Selection of an appropriate medium for fluorimetric assays - Aiming to find a suitable autofluorescence-free medium for fluorometric assays, we tested LIT, Schneider, DMEM, PSG (PBS + 5.4% glucose), PSG + 10% FBS, and PSG + 20% FBS. The assays were carried out in a fluorimeter plate at an excitation/emission wavelength of 480/512 nm. Additionally, a viability test for T. cruzi in the selected medium was conducted.

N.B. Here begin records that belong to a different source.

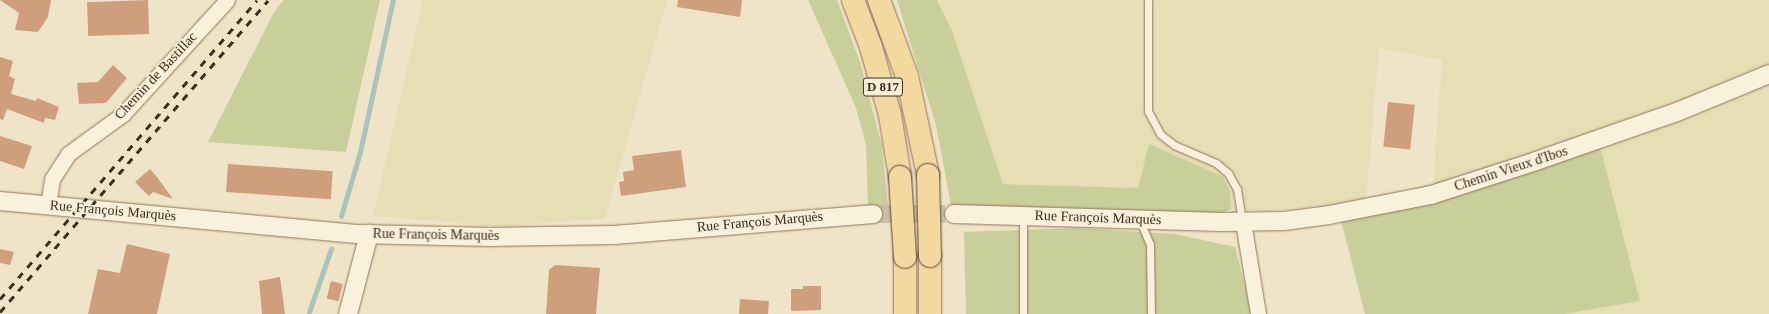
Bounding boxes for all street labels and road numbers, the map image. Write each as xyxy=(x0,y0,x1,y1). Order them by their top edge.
street label: Chemin de Bastillac xyxy=(111,29,201,123)
road number: D 817 xyxy=(862,76,904,98)
street label: Chemin Vieux d'Ibos xyxy=(1452,143,1570,195)
street label: Rue François Marquès xyxy=(49,197,177,225)
street label: Rue François Marquès xyxy=(1034,207,1162,229)
street label: Rue François Marquès xyxy=(696,208,824,236)
street label: Rue François Marquès xyxy=(372,225,500,245)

Epimastigote growth inhibition assay - To investigate the utility of fluorescent Tc-GFP parasites in drug screening, we examined whether the fluorescence intensity correlated with the density of viable epimastigotes. Tc-GFP epimastigotes were distributed in a 96-well dark plate (Greiner Bio-One BR, SP, Brazil) at various cell densities (ranging from 0.05 to 50x106 parasites/mL) in PBS. Fluorescence intensity was promptly measured using a plate fluorimeter (Synergy H1 Hybrid Reader, Biotek) with an excitation/emission wavelength of 480/512 nm. Subsequently, following the fluorometric assessment, the parasites were transferred to a clear plate and subjected to an MTT viability assay. The values obtained through fluorimetry were compared to those derived from viability analysis using MTT.

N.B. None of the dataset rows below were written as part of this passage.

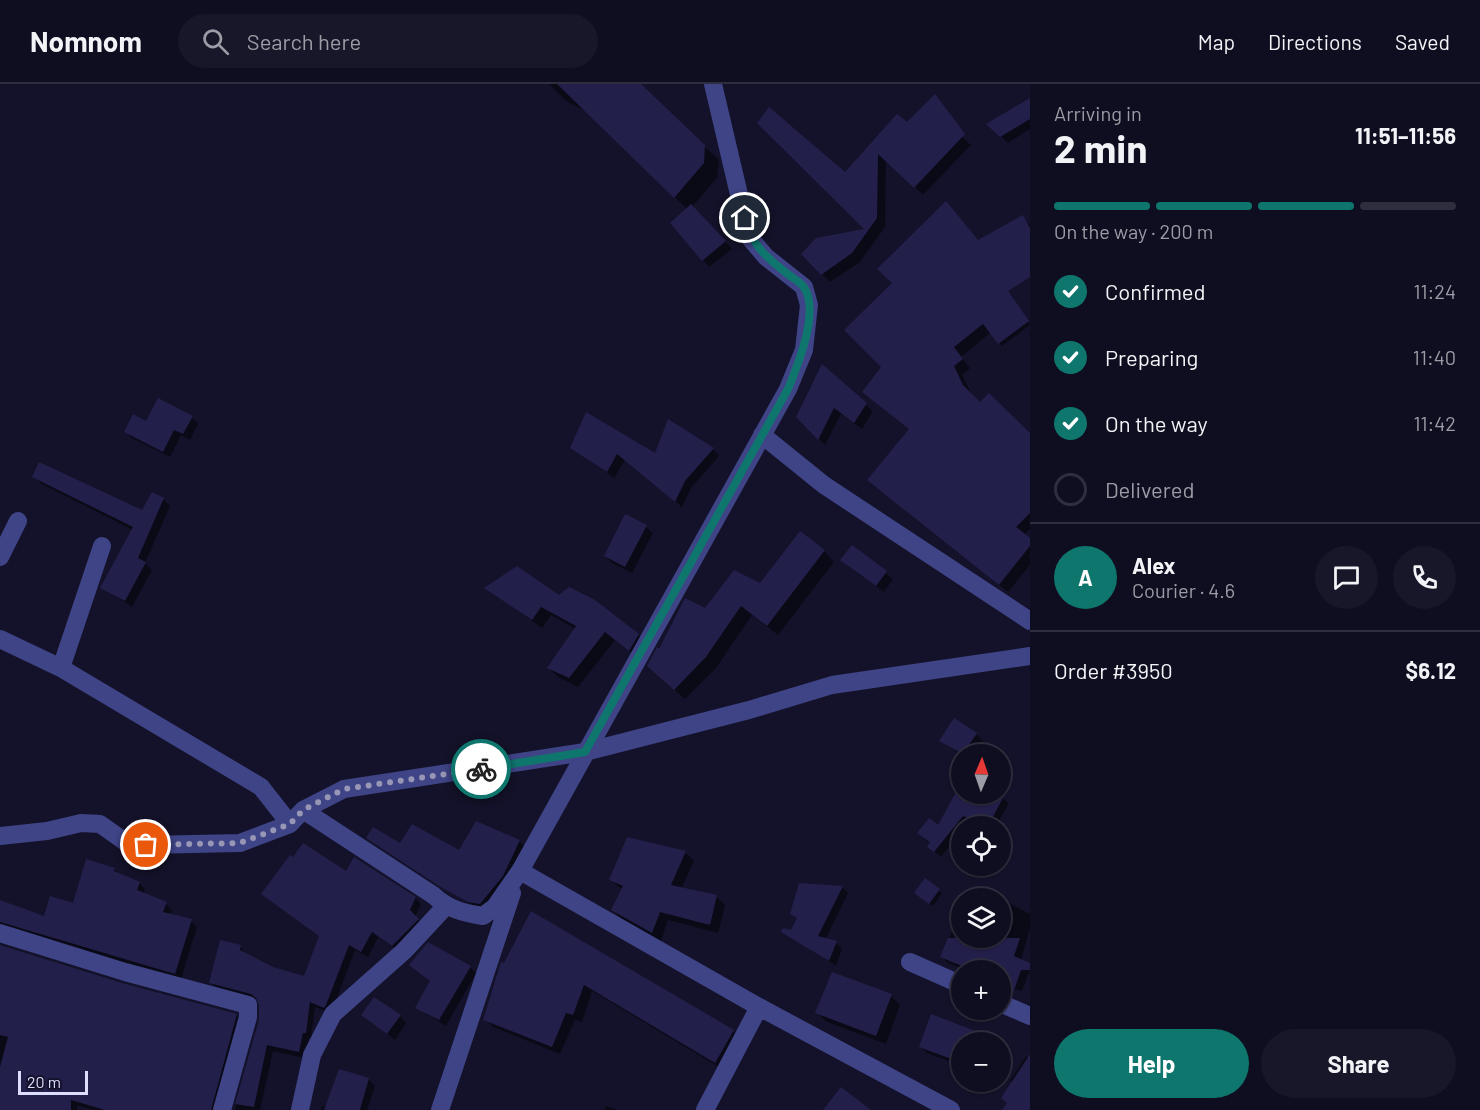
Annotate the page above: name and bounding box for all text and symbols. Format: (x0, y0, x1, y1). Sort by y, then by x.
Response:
search box (178, 14, 598, 68)
text: Nomnom (30, 24, 142, 58)
icon: search (199, 25, 232, 58)
text: Search here (247, 28, 361, 54)
text: Map (1198, 29, 1235, 54)
text: Directions (1268, 29, 1362, 54)
text: Saved (1395, 29, 1450, 54)
text: Arriving in (1054, 101, 1142, 125)
text: 11:51–11:56 (1355, 122, 1456, 148)
text: 2 min (1054, 124, 1147, 171)
pin (719, 192, 770, 243)
icon: home (728, 201, 761, 234)
text: On the way · 200 m (1054, 219, 1213, 243)
icon: check (1054, 275, 1087, 308)
text: Confirmed (1105, 278, 1205, 304)
text: 11:24 (1413, 279, 1456, 303)
icon: check (1054, 341, 1087, 374)
text: Preparing (1105, 344, 1198, 370)
text: 11:40 (1413, 345, 1456, 369)
icon: check (1054, 407, 1087, 440)
text: On the way (1105, 410, 1208, 436)
text: 11:42 (1413, 411, 1456, 435)
text: Delivered (1105, 476, 1194, 502)
button: chat (1315, 546, 1378, 609)
button: phone (1393, 546, 1456, 609)
text: Alex (1132, 552, 1175, 578)
text: A (1078, 564, 1093, 590)
text: Courier · 4.6 (1132, 578, 1235, 602)
text: Order #3950 (1054, 657, 1173, 683)
text: $6.12 (1406, 657, 1456, 683)
courier (451, 739, 511, 799)
north arrow (951, 744, 1011, 804)
map controls (951, 744, 1011, 1092)
icon: bike (465, 753, 498, 786)
button: locate (951, 816, 1011, 876)
pin (120, 819, 171, 870)
icon: bag (129, 828, 162, 861)
button: layers (951, 888, 1011, 948)
button: + (951, 960, 1011, 1020)
button: Help (1054, 1029, 1249, 1098)
button: Share (1261, 1029, 1456, 1098)
button: − (951, 1032, 1011, 1092)
scale bar (18, 1068, 88, 1096)
text: 20 m (27, 1072, 61, 1091)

For drug testing, TcWT and Tc-GFP (10x106 parasites/mL) were cultured in 96-well plates in PSG + 10% FBS and exposed to concentrations ranging from 0 to 100 µM of Bz. After 48 h incubation at 27ºC, trypanocidal activity was assessed through fluorescence, as described previously, both before and after plate centrifugation (2,000 x g, 7 min). Following centrifugation, both WT and GFP cultures were further evaluated through microscopic counting using a Neubauer chamber and MTT assay. Samples were collected for morphological analysis using a fluorescence microscope (Zeiss Imager A2).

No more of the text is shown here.